Minimization of operating bias and generation–recombination dark current in long wavelength infrared (LWIR) strained layer superlattice (SLS) detectors, consisting of a lightly doped p-type absorber layer and a wide band gap hole barrier, are investigated with respect to the band alignment between the wide band gap barrier and absorber layers. Dark current vs. bias, photoresponse, quantum efficiency, lifetime, and modeling are used to correlate device performance with the wide gap barrier composition. Decreases in dark current density and operating bias were observed as the conduction band of the wide gap barrier was lowered with respect to the absorber layer. The device achieved 95% of its maximum quantum efficiency at 0 V bias, and 100% by 0.05 V. This study demonstrates key device design parameters responsible for optimal performance of heterojunction based SLS LWIR detectors.

Introduction

Strain layer superlattice (SLS) devices, based on the III–V antimony material system, have demonstrated tremendous design flexibility with desired semiconductor properties such as band gap, band alignment, and suppression of various noise components. Significant numbers of reports demonstrating various SLS materials and device architectures, including infrared detection ranging from short through very long wavelength, have been published. The driving force behind these reports is the ability to engineer the properties of the SLS giving great flexibility to device design. However, this expansive flexibility can also be a hindrance to the advancement of SLS based devices as focus on device optimization has been spread thin across the many possible design variations. Each of these designs capitalizes upon specific features for improved performance. In order to determine optimal device structures, some general guidelines for device design and operation would be useful.

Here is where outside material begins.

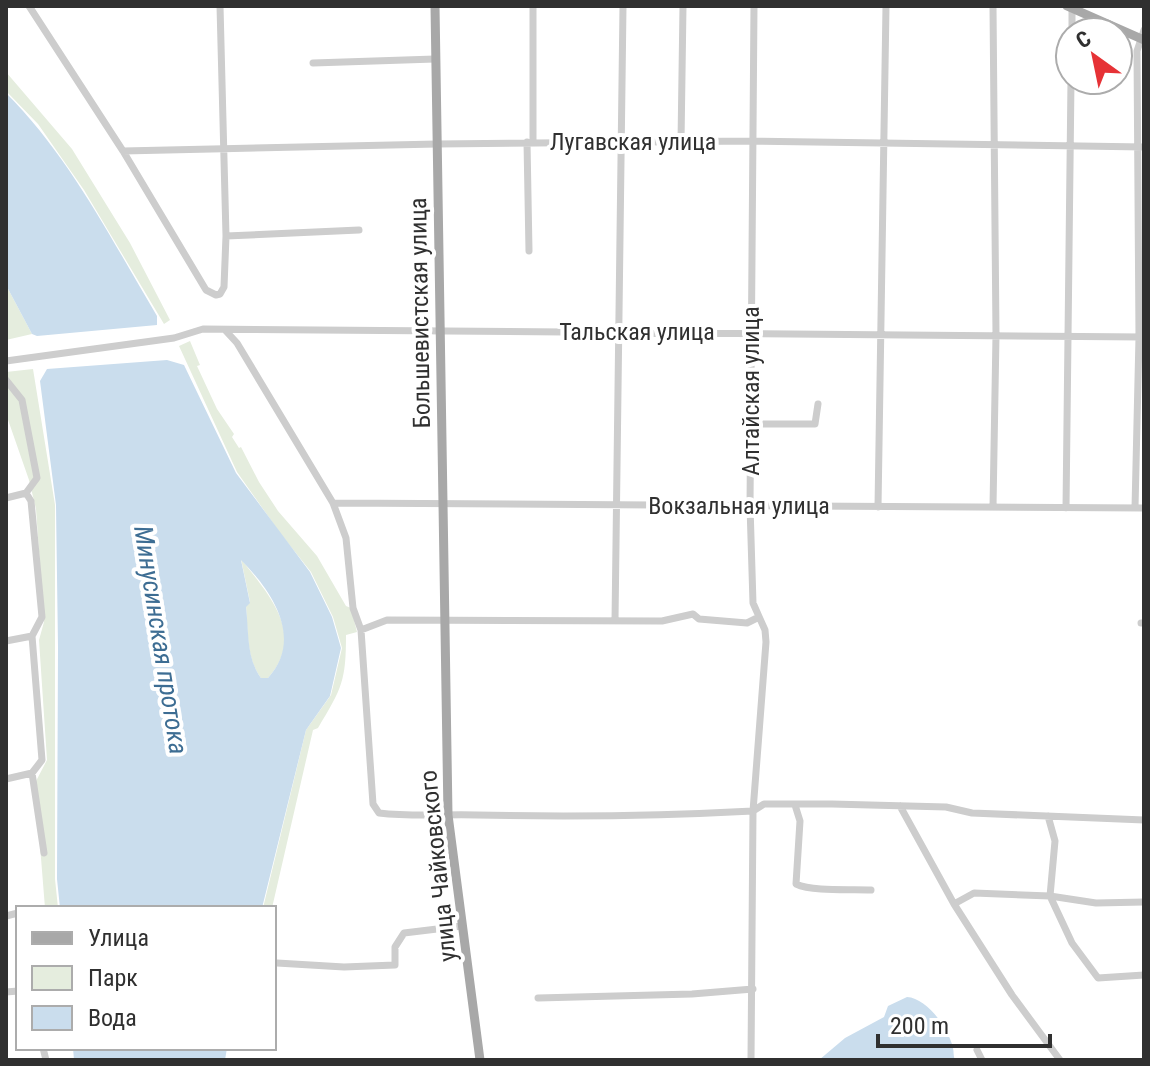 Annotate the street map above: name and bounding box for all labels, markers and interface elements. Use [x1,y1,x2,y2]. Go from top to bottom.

A common component to a majority of the device architectures is a wide gap “unipolar” barrier layer to block majority charge carriers [1], [2], [3], [4], [5], [6], [7], [8], as seen in the device structure illustrated in Fig. 1. This is because implementation of a wide gap layer is effective at reducing dark current contributions of the Shockley–Read–Hall SRH generation–recombination (g–r) process in the space-charge (depletion) region of the absorber, as well as providing a higher resistance to surface leakage current. Homojunction devices that do not possess this wide gap layer are plagued with excessively high dark current due to both surface leakage currents and g–r current. When properly designed and grown, an effective wide gap layer increases the resistance on the surface of the mesa sidewalls, and reduces the depletion in the absorber layer.

Theoretical modeling is advantageous for SLS device design: however, variation in growth, as well as challenges in the direct translation of a modeled design to an MBE growth chamber, often introduce small variances into the as-grown material. These variances in thickness and/or composition can result in slight shifting of the band gaps and band edge alignments at the interfaces between layers. When possible the best designs will incorporate some room for error due to these growth variations. In a previous attempt to design and grow a heterojunction structure it was apparent from the performance of test devices that a band offset was present [1]. The presence of this band offset greatly diminishes the performance of the device, and reduces the benefit of the wide gap layer.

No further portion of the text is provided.